3. Application to the Galveston Bay Recovery Study
In this section we provide a step-by-step demonstration on how to incorporate base weights, strata, clusters and a large number of other auxiliary variables into weighting for panel attrition, using as an example the second wave of the Galveston Bay Recovery Study (GBRS). The GBRS was a three-wave panel survey conducted after Hurricane Ike struck the Galveston Bay area in Texas on September 13–14, 2008 [29]. The goal of the GBRS was to characterize trajectories and determinants of post-disaster mental health outcomes. The study population consists of residents living in Galveston and Chalmers counties who were present in the county when Hurricane Ike hit and had been living in the area for at least one month before the storm. The two-county area was divided into five damage geographic strata, with differing sampling rates to oversample the areas that were expected to be more affected by the storm. Seventy-seven area segments composed of Census blocks were then selected proportional to Census 2000 number of occupied households. Using an address list purchased from Experian with some basic household information, each household in the sampling frame was further classified as high versus low risk of experiencing post-traumatic stress disorder (PTSD) based on their household characteristics. Households with high risk of PTSD were over-sampled. There were 658 individuals participating in the baseline survey, with 239 from stratum 1, 68 from stratum 2, 123 from stratum 3, 33 from stratum 4, and 195 from stratum 5. Two follow-up interviews were conducted approximately two and twelve months after the baseline interview, with 529 participating in wave 2 and 487 participating in wave 3. In this paper, we focus on the weighting adjustment for the wave 2 attrition.

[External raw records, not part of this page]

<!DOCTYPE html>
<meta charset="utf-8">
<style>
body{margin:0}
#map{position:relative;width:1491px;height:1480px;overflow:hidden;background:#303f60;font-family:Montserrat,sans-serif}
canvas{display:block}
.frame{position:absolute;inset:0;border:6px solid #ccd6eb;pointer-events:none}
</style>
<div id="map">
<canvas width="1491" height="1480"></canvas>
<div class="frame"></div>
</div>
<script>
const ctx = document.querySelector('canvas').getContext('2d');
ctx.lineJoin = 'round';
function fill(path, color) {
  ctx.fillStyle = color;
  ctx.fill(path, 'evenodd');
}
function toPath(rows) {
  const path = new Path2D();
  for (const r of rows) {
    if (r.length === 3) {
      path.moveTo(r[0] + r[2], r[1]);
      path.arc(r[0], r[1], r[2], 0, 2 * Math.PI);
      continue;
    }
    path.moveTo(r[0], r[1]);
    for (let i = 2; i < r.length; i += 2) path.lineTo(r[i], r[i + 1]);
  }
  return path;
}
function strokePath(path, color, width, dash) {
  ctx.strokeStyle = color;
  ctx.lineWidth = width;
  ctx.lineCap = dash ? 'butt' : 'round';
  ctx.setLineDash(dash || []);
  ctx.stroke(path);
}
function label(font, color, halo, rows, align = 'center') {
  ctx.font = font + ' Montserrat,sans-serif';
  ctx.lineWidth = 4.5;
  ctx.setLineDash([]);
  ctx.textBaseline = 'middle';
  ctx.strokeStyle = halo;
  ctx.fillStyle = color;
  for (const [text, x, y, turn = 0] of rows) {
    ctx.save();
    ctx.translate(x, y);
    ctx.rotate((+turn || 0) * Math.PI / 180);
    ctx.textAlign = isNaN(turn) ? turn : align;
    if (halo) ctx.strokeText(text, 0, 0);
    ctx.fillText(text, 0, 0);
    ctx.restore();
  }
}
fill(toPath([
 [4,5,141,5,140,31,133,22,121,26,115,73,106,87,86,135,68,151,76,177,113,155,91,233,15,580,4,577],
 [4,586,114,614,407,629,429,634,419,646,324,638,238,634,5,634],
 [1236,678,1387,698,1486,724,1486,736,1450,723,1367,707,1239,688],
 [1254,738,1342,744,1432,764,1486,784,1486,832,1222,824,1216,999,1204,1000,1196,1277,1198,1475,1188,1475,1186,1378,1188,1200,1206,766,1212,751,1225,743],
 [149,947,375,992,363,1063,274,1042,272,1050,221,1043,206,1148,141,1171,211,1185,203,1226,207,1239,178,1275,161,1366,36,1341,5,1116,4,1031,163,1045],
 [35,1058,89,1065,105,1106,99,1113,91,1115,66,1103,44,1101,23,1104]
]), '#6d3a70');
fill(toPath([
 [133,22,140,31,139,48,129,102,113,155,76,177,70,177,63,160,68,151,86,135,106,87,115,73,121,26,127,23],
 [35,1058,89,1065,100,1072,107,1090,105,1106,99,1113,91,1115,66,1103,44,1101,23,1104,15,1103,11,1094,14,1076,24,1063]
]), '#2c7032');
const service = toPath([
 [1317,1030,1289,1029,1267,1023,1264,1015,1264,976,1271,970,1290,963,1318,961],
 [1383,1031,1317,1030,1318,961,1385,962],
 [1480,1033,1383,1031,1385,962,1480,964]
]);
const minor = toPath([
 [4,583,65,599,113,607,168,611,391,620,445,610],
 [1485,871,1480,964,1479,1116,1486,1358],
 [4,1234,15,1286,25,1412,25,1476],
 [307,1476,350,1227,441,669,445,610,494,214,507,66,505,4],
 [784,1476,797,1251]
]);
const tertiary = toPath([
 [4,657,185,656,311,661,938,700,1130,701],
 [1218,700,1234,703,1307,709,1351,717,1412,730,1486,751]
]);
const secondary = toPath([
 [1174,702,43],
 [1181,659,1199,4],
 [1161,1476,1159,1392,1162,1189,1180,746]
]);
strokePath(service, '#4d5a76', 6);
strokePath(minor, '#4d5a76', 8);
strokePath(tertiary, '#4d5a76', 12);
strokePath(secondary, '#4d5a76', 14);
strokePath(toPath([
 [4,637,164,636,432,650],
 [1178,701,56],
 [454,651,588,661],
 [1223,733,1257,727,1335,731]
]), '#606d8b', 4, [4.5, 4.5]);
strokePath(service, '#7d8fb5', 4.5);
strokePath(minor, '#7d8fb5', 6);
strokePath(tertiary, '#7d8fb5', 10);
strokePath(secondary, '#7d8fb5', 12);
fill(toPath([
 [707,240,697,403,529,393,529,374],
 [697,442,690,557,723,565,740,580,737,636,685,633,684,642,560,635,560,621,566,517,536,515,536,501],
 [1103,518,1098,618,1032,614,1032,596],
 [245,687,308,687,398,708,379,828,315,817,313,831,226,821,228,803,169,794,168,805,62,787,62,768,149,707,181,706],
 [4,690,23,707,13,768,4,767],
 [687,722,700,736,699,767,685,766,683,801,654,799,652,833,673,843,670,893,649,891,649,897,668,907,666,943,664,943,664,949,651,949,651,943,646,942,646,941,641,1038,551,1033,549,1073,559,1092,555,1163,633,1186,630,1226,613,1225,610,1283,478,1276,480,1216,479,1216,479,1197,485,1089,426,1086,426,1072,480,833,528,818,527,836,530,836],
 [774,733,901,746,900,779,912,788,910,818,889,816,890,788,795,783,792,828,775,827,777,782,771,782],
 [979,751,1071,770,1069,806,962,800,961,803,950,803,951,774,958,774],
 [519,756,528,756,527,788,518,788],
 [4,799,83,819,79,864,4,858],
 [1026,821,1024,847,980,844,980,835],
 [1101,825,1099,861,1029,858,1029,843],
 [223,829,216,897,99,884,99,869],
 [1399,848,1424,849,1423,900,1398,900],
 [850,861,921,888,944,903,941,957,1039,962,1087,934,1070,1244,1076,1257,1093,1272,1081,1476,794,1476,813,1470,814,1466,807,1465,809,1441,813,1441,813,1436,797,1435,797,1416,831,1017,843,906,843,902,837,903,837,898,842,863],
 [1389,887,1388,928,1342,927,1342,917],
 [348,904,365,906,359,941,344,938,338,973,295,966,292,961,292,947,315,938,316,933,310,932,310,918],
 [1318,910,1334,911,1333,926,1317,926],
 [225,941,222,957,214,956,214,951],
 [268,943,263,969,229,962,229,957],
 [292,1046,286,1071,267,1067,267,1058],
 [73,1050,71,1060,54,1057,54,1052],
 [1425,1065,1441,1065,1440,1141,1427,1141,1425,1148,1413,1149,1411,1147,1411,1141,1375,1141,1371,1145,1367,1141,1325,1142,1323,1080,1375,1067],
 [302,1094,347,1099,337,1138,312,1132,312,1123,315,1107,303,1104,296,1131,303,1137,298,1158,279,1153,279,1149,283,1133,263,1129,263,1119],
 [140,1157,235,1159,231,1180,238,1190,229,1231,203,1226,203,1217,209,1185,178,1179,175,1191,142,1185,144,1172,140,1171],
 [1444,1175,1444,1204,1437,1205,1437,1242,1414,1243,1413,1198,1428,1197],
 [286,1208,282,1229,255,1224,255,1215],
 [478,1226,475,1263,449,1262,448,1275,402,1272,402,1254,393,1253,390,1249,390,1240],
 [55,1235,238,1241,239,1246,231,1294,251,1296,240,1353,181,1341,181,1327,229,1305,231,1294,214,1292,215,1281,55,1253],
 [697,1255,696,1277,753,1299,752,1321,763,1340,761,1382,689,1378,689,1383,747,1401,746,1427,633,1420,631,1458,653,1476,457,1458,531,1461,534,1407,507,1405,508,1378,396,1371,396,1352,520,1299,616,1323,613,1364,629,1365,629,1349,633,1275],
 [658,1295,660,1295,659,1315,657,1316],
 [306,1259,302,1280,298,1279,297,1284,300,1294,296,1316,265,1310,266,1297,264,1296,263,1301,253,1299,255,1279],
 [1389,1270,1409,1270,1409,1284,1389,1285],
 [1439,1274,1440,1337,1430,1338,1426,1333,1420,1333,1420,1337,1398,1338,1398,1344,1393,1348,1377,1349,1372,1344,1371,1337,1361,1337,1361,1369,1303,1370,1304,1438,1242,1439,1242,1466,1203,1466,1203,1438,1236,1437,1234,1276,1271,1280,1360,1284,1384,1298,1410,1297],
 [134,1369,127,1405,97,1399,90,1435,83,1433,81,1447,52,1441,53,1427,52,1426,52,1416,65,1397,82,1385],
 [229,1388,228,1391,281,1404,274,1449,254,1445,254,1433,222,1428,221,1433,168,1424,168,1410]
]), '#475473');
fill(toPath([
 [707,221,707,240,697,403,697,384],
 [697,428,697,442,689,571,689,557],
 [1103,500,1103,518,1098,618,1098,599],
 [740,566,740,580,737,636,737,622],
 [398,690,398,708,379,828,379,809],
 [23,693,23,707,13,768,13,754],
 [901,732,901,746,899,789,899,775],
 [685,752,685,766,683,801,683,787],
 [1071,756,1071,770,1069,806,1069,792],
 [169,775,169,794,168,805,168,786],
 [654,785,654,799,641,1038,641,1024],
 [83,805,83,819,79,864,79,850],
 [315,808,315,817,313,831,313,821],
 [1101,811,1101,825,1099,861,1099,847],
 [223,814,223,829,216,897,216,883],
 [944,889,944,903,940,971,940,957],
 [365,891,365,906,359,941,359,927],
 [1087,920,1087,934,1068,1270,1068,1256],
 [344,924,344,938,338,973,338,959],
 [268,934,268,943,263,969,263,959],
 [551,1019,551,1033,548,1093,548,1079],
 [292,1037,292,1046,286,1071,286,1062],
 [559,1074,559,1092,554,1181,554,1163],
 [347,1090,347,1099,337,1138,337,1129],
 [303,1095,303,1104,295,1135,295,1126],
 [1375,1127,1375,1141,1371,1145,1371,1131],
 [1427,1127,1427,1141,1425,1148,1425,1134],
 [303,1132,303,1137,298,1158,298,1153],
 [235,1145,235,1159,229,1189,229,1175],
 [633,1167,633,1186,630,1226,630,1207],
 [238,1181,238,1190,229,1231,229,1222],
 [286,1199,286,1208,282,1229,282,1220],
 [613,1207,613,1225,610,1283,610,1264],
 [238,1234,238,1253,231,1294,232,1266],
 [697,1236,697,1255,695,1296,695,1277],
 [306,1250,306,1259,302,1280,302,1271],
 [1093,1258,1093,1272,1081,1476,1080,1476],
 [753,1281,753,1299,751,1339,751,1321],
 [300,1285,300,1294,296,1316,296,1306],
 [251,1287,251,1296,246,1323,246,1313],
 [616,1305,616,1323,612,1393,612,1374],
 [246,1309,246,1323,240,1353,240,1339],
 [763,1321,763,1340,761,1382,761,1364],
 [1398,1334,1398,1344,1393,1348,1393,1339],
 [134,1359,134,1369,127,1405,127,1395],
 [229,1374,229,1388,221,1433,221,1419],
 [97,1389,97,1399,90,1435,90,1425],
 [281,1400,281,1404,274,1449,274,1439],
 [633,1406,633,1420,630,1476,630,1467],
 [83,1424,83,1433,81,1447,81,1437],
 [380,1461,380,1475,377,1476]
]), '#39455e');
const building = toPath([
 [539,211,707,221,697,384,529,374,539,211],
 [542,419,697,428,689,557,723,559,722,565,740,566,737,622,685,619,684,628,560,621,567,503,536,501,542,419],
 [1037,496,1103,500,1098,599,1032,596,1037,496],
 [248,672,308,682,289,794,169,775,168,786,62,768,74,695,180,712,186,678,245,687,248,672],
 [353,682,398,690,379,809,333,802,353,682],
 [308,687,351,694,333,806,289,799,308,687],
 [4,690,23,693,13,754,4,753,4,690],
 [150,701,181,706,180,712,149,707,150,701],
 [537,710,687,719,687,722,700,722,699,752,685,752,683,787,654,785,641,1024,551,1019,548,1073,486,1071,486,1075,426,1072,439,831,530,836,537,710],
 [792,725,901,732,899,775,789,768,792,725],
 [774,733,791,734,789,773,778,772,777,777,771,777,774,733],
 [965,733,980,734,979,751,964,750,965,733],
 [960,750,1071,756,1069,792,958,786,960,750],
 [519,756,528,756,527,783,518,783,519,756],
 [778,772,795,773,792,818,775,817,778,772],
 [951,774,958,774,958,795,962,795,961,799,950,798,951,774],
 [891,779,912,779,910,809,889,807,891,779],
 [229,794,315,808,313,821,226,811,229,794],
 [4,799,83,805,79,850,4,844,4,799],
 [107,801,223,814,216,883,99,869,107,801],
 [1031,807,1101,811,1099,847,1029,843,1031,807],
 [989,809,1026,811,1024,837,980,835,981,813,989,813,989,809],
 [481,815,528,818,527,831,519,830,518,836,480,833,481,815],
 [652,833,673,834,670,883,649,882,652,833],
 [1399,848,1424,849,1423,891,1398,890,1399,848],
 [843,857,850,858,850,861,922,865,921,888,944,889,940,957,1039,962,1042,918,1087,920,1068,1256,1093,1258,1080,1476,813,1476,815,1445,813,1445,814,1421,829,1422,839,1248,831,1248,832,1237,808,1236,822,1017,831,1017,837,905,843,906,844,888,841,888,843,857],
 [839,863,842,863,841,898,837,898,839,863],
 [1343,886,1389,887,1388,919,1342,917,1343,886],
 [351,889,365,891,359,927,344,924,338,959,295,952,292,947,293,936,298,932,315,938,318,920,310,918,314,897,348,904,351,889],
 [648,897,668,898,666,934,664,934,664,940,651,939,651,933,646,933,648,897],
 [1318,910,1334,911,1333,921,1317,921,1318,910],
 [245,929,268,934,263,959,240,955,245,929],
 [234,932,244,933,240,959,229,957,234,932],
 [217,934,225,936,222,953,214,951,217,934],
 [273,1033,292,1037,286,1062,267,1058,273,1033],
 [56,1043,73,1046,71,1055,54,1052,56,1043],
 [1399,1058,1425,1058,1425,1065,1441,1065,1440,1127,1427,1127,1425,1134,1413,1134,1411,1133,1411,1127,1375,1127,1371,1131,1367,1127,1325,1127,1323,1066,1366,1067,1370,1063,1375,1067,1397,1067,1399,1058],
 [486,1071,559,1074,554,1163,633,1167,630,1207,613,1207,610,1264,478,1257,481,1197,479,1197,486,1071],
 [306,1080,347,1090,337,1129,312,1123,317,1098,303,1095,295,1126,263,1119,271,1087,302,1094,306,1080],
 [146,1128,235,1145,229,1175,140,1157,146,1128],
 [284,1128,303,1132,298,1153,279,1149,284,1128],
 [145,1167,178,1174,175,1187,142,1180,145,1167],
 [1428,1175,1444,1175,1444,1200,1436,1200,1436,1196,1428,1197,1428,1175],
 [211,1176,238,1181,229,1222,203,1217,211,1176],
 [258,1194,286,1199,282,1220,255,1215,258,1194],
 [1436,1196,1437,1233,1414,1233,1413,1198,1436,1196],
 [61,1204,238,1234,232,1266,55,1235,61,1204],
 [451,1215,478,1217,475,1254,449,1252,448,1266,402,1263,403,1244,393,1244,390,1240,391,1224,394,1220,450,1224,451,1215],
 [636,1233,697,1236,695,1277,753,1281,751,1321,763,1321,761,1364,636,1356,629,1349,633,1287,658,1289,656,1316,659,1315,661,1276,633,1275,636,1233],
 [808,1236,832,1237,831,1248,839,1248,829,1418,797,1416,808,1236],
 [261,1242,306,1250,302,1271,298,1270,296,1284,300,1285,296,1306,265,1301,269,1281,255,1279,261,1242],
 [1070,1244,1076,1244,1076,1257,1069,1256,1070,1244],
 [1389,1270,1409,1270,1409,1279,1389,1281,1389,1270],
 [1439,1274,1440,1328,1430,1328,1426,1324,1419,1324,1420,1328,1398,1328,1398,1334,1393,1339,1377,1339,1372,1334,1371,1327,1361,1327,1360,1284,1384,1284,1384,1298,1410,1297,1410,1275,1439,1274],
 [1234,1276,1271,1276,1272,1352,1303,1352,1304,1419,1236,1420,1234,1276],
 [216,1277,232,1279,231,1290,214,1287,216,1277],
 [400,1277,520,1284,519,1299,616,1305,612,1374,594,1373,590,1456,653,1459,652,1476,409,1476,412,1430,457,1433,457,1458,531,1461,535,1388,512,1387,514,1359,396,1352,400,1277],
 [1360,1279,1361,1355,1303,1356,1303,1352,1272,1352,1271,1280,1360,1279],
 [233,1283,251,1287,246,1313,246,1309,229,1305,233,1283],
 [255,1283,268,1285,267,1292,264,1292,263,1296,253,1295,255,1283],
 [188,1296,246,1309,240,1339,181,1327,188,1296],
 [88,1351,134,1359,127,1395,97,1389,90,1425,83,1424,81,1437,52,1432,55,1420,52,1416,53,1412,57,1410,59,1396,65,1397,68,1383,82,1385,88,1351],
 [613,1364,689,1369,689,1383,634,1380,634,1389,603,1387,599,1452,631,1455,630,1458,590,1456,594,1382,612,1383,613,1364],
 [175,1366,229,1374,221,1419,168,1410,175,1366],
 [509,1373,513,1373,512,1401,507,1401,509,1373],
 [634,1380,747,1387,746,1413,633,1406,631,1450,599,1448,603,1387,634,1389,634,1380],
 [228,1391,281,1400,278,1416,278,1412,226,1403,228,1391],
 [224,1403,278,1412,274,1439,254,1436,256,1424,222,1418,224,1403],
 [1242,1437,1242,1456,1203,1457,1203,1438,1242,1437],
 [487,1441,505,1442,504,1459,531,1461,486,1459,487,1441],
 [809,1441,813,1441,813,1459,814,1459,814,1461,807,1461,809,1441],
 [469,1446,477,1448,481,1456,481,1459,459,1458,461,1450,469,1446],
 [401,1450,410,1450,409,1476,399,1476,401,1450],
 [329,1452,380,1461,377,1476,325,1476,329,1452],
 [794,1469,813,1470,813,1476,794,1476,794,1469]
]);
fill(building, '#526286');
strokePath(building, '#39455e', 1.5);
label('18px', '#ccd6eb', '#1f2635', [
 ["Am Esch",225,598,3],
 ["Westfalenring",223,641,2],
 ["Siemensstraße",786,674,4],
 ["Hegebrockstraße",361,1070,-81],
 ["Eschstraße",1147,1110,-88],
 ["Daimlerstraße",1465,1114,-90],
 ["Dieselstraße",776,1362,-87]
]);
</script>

3.1. Strata and Sample Weights
The wave 2 response rate in the five sampling strata is 84%, 84%, 75%, 91%, and 76%, respectively. Since sample size is relatively small in stratum 4 (n = 33), and the wave 2 response rate is similar in the first two strata and is similar between stratum 3 and 5, and also strata 1–2 and strata 3–5 are geographically closer to each other, we create a new stratum indicator that combines strata 1–2 and strata 3–5, which in turn yields a new response rate of 84% and 77%, respectively. Since sampling strata were ordered by the damage level with the worst damage in stratum 1 and the least damage in stratum 5, this suggests that people who were less affected by Hurricane Ike were more likely to drop out the study. To examine the effect of base weight on panel attrition, we further divide the sample units in each of the two newly combined strata by the median of the base weight, which is 98 in the combined stratum 1–2 and 255 in the combined stratum 3–5. As a result, the combined stratum 1–2 has a response rate of 86% in the small weight group and 82% in the large weight group, and the combined stratum 3–5 has a response rate of 76% and 79% in the small and large weight group, respectively. This suggests that sample units who had a large base weight were more likely to drop out the study in the area with more damage, while were less likely to drop out in the area with less damage.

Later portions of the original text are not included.